L'impact alarmant du camp de base de l'Everest sur le glacier du Khumbu

Une enquête approfondie a mis en lumière les conséquences notables des installations humaines au camp de base de l'Everest, spécifiquement sur le glacier du Khumbu. Les activités courantes, de plus en plus intensives, des expéditions ont contribué à une fonte significative de la glace, interrogeant la pérennité de l'emplacement actuel de cette base logistique. Bien que le changement climatique global demeure la cause fondamentale du recul glaciaire, la concentration des impacts localisés au camp de base ajoute une pression non négligeable sur un écosystème déjà vulnérable. Des solutions alternatives sont envisagées pour préserver cet environnement unique et majestueux.

Le camp de base de l'Everest a évolué de simples abris à une véritable agglomération temporaire, accueillant chaque printemps des milliers de personnes. En 2023, la présence simultanée de plus de 2 100 individus – alpinistes, sherpas, cuisiniers – a transformé le site en une «ville saisonnière» de 26 hectares. Cette expansion s'accompagne d'une demande énergétique croissante, alimentée par des générateurs, des équipements de chauffage et de communication satellitaire, qui améliorent le confort mais ont un coût environnemental. Une publication scientifique récente, parue dans la revue «Regional Environmental Change», a quantifié cet impact.
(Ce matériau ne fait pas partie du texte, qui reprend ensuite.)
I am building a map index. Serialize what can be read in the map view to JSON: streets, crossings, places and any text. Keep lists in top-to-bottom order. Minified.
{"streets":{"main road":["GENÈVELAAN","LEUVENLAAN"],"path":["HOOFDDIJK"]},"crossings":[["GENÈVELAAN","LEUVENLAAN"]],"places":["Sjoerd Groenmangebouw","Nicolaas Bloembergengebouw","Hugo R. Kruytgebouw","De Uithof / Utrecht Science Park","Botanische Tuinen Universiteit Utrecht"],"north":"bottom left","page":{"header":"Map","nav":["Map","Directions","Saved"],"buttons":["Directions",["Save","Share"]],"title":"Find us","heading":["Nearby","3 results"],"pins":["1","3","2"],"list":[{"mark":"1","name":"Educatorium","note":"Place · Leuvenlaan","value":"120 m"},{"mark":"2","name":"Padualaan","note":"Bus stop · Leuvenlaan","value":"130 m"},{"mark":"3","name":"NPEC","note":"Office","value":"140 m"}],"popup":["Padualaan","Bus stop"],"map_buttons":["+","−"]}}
Les résultats de cette étude, basée sur l'année 2023, sont éloquents : les opérations au camp de base ont généré suffisamment de chaleur pour provoquer la liquéfaction d'environ 2 492 tonnes de neige et de glace. La consommation de combustibles fossiles, incluant 824 bouteilles de GPL, près de 19 000 litres de kérosène et plus de 5 000 litres d'essence, est responsable d'environ 2 338 tonnes de cette fonte. De manière plus surprenante, l'étude souligne que les rejets d'urine sur le glacier ont contribué à hauteur de 154 tonnes supplémentaires. Les auteurs insistent néanmoins sur le fait que, à l'échelle globale du glacier du Khumbu, ces chiffres demeurent modestes comparés à l'impact majeur du réchauffement climatique.

Malgré la part relativement faible des activités humaines dans la fonte globale du Khumbu, l'étude met en exergue la localisation concentrée de cet impact. L'analyse d'images satellitaires, couvrant la période de 1991 à 2023, révèle une augmentation de la température de surface plus rapide dans la zone du camp de base par rapport aux secteurs adjacents du glacier. Bien qu'il soit difficile d'attribuer cette différence uniquement à la présence humaine, les chercheurs s'accordent à dire que la multiplication des expéditions commerciales, la combustion continue de carburants et les perturbations récurrentes de la surface glaciaire représentent une pression locale grandissante, d'autant plus préoccupante si la fréquentation de l'Everest continue de croître.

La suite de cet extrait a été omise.